* _Task goal_:
Your task is to copy each line of the listing that contains the word "read".

* _Supplied data_:
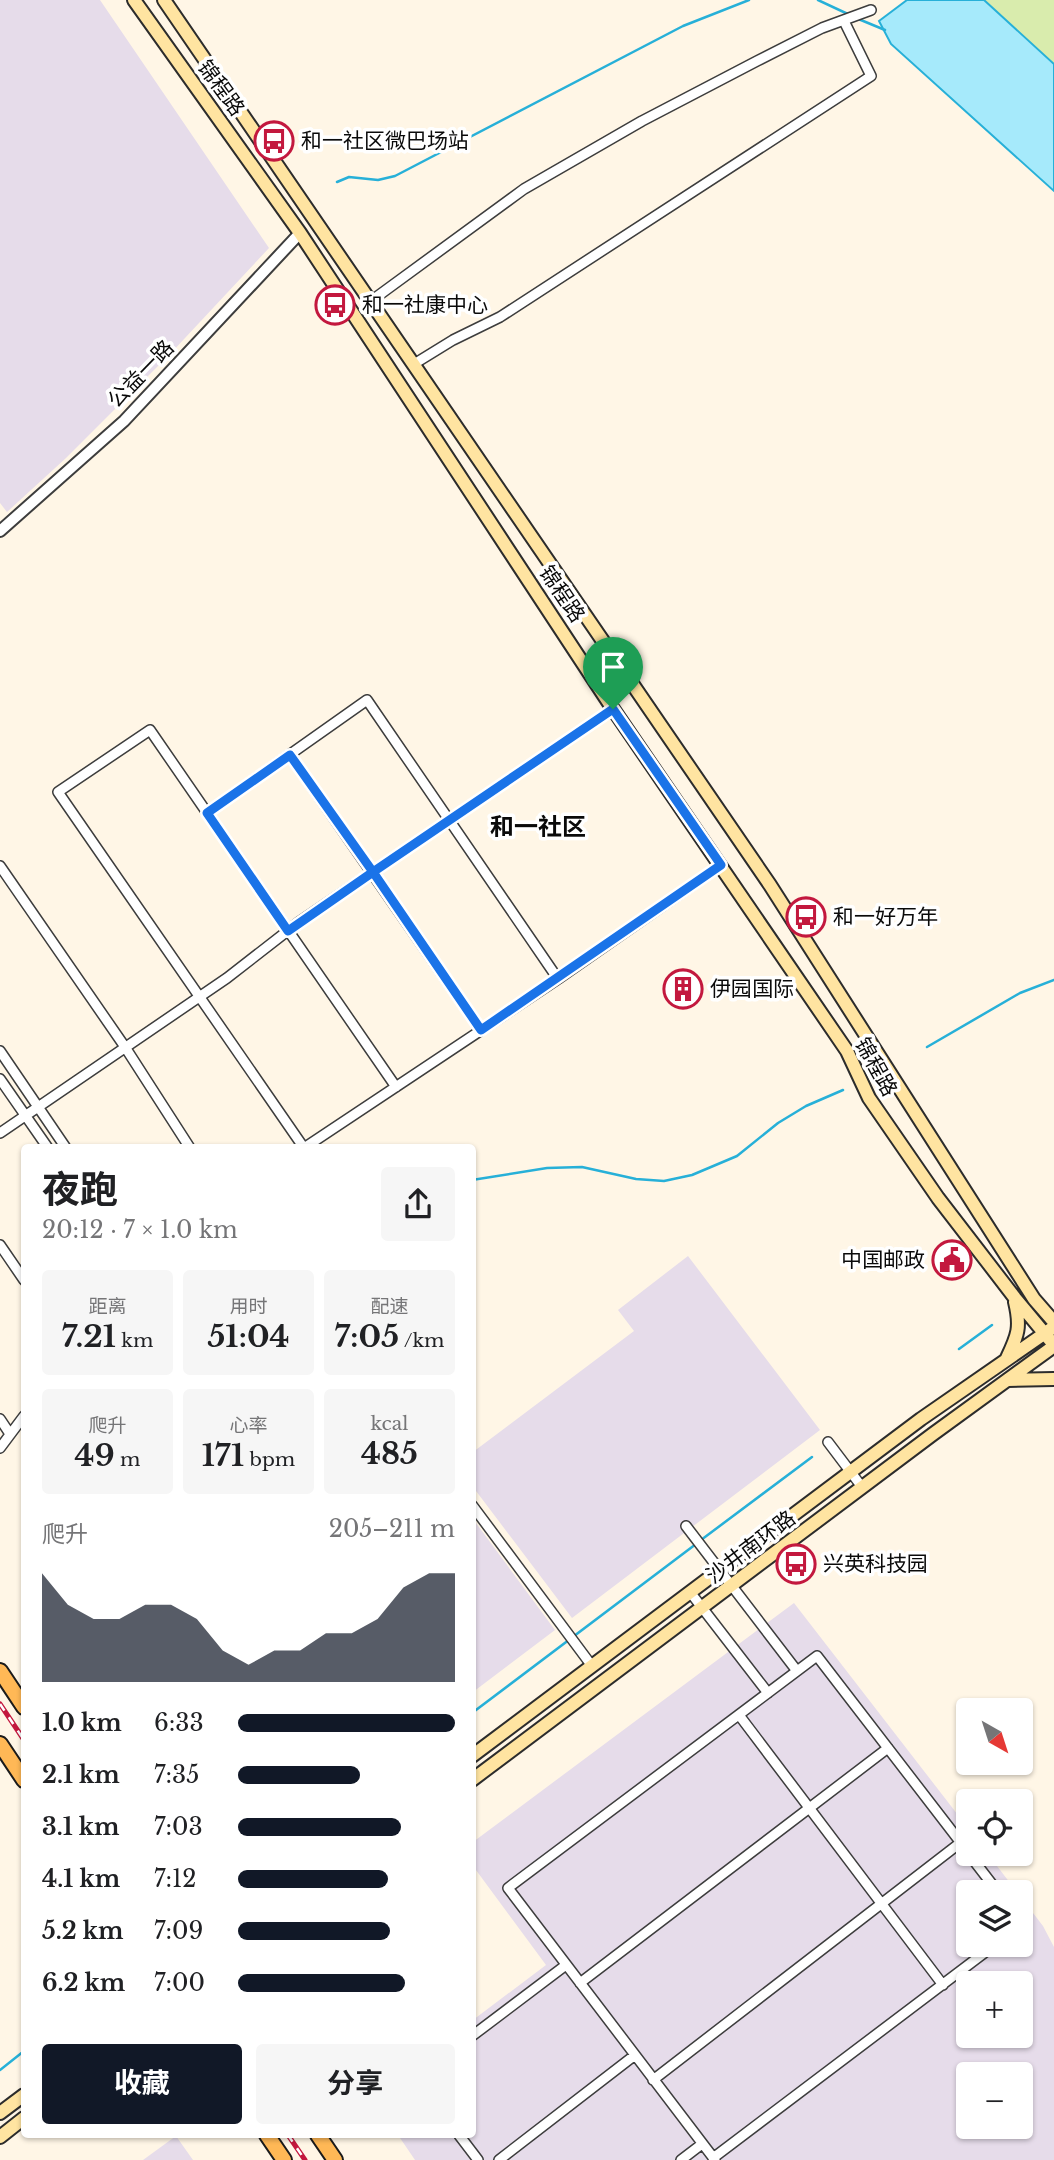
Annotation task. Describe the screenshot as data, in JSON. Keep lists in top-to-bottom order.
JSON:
{
  "streets": {
    "main road": ["锦程路", "沙井南环路"],
    "street": ["公益一路"]
  },
  "crossings": [
    ["锦程路", "公益一路"],
    ["锦程路", "沙井南环路"]
  ],
  "districts": ["和一社区"],
  "places": {
    "bus stop": [
      "和一社区微巴场站",
      "和一社康中心",
      "和一好万年",
      "兴英科技园"
    ],
    "building": ["伊园国际"],
    "public building": ["中国邮政"]
  },
  "north": "bottom right",
  "page": {
    "heading": ["夜跑", "20:12 · 7 × 1.0 km"],
    "stats": [
      ["距离", "7.21 km"],
      ["用时", "51:04"],
      ["配速", "7:05 /km"],
      ["爬升", "49 m"],
      ["心率", "171 bpm"],
      ["kcal", "485"]
    ],
    "chart": ["爬升", "205–211 m"],
    "list": [
      {
        "name": "1.0 km",
        "note": "6:33"
      },
      {
        "name": "2.1 km",
        "note": "7:35"
      },
      {
        "name": "3.1 km",
        "note": "7:03"
      },
      {
        "name": "4.1 km",
        "note": "7:12"
      },
      {
        "name": "5.2 km",
        "note": "7:09"
      },
      {
        "name": "6.2 km",
        "note": "7:00"
      }
    ],
    "map_buttons": ["+", "−"],
    "buttons": ["收藏", "分享"]
  }
}
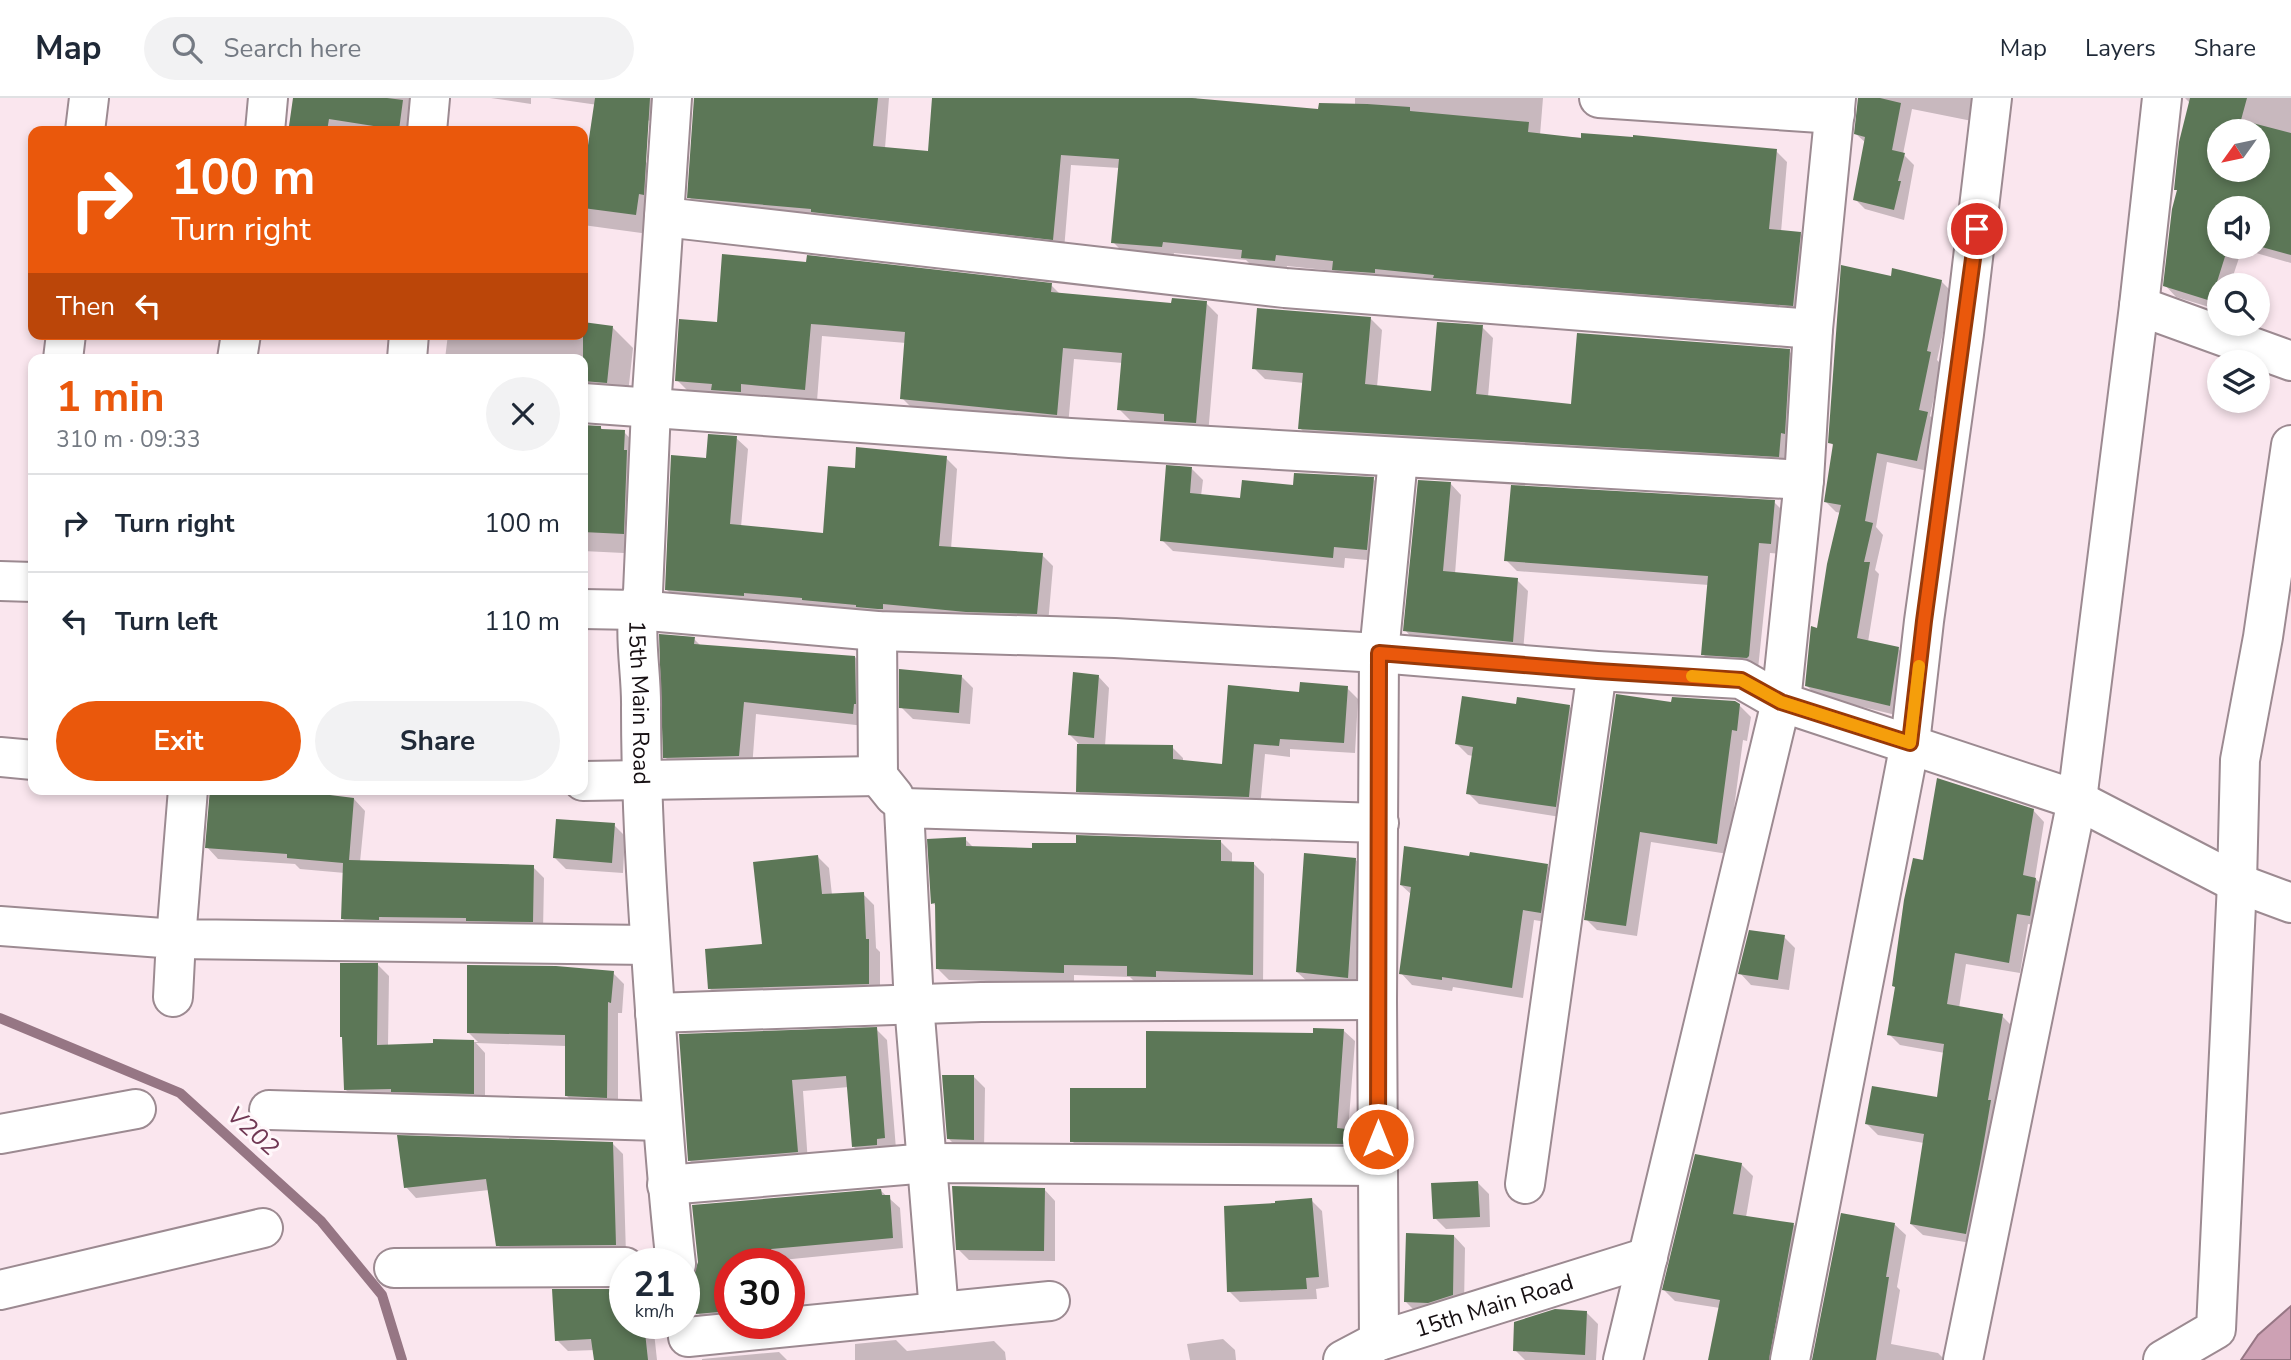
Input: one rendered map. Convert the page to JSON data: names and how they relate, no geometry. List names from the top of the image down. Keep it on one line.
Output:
{"streets":{"street":["15th Main Road"]},"water":["V202"],"north":"bottom left","page":{"header":"Map","search":"Search here","nav":["Map","Layers","Share"],"turn":["100 m","Turn right"],"then":"Then","heading":["1 min","310 m · 09:33"],"list":[{"name":"Turn right","value":"100 m"},{"name":"Turn left","value":"110 m"}],"buttons":["Exit","Share"],"speed":"21 km/h","limit":"30"}}
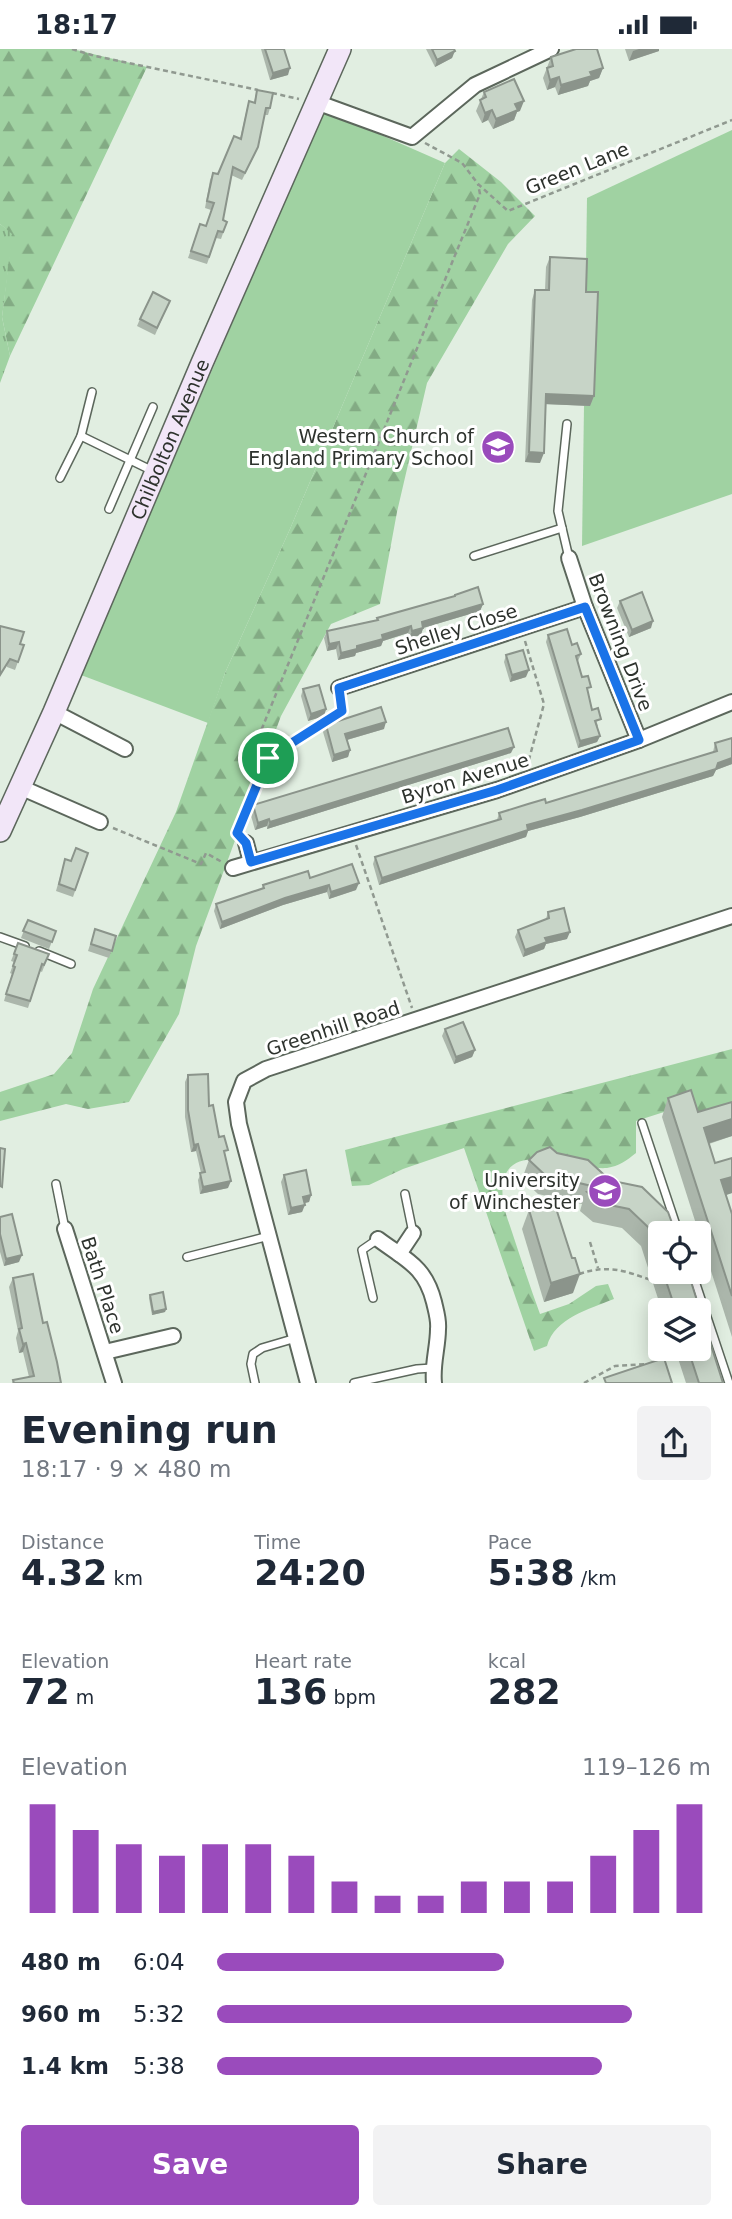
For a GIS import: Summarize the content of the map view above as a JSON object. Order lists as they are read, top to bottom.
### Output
{
  "streets": {
    "main road": ["Chilbolton Avenue"],
    "street": [
      "Shelley Close",
      "Browning Drive",
      "Byron Avenue",
      "Greenhill Road",
      "Bath Place"
    ],
    "path": ["Green Lane"]
  },
  "crossings": [
    ["Shelley Close", "Browning Drive"],
    ["Browning Drive", "Byron Avenue"]
  ],
  "places": {
    "school or university": ["Western Church of England Primary School", "University of Winchester"]
  },
  "page": {
    "status": "18:17",
    "heading": ["Evening run", "18:17 · 9 × 480 m"],
    "stats": [
      ["Distance", "4.32 km"],
      ["Time", "24:20"],
      ["Pace", "5:38 /km"],
      ["Elevation", "72 m"],
      ["Heart rate", "136 bpm"],
      ["kcal", "282"]
    ],
    "chart": ["Elevation", "119–126 m"],
    "list": [
      {
        "name": "480 m",
        "note": "6:04"
      },
      {
        "name": "960 m",
        "note": "5:32"
      },
      {
        "name": "1.4 km",
        "note": "5:38"
      }
    ],
    "buttons": ["Save", "Share"]
  }
}
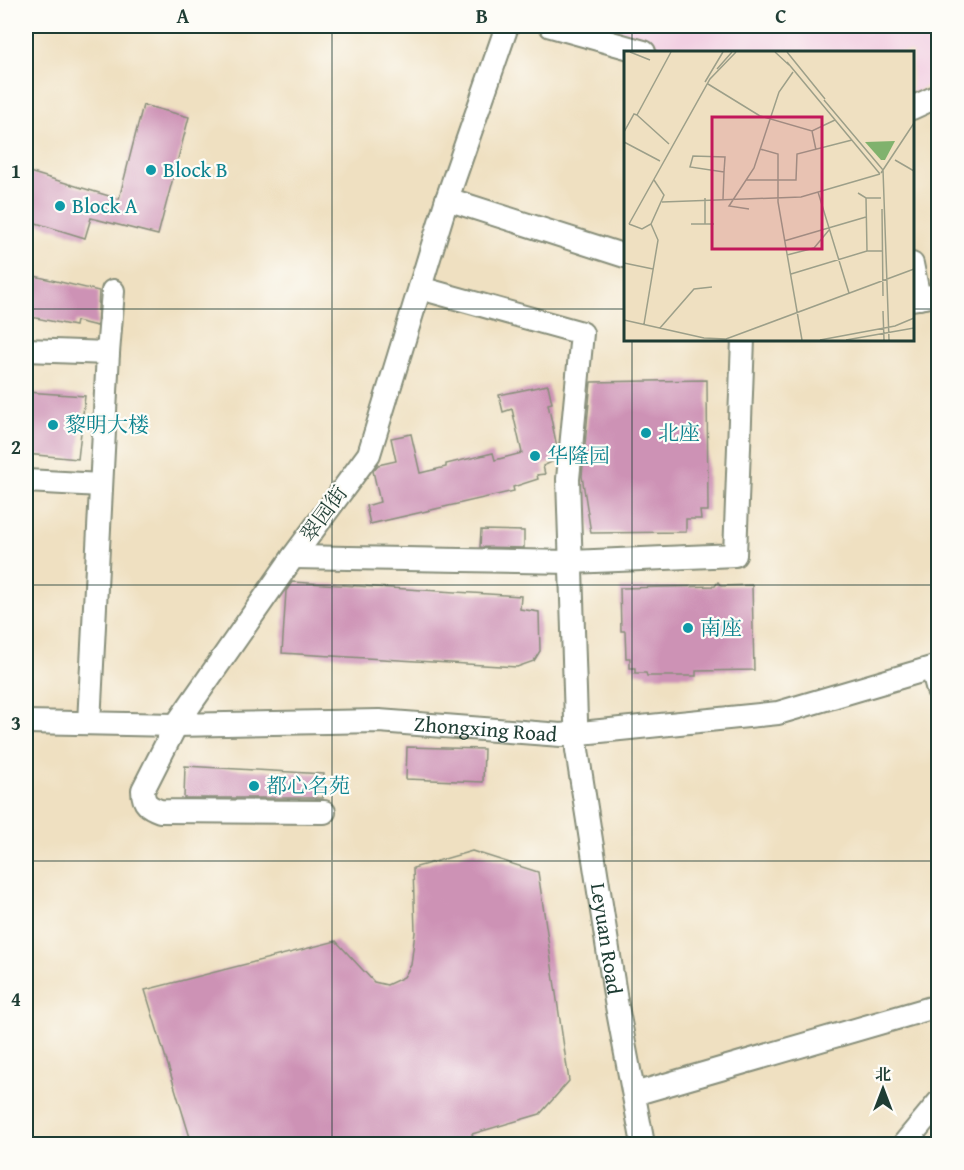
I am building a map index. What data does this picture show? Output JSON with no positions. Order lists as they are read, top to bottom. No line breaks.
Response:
{"streets":{"street":["翠园街","Zhongxing Road","Leyuan Road"]},"crossings":[["翠园街","Zhongxing Road"],["翠园街","Leyuan Road"],["Zhongxing Road","Leyuan Road"]],"places":["Block B","Block A","黎明大楼","北座","华隆园","南座","都心名苑"],"north":"top","grid":{"columns":["A","B","C"],"rows":["1","2","3","4"]}}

* _Result for this exercise_:
For a GIS import: Summarize the content of the map view above as a JSON object. Order lists as they are read, top to bottom.
I am building a map index. What data does this picture show? Output JSON with no positions. Order lists as they are read, top to bottom. No line breaks.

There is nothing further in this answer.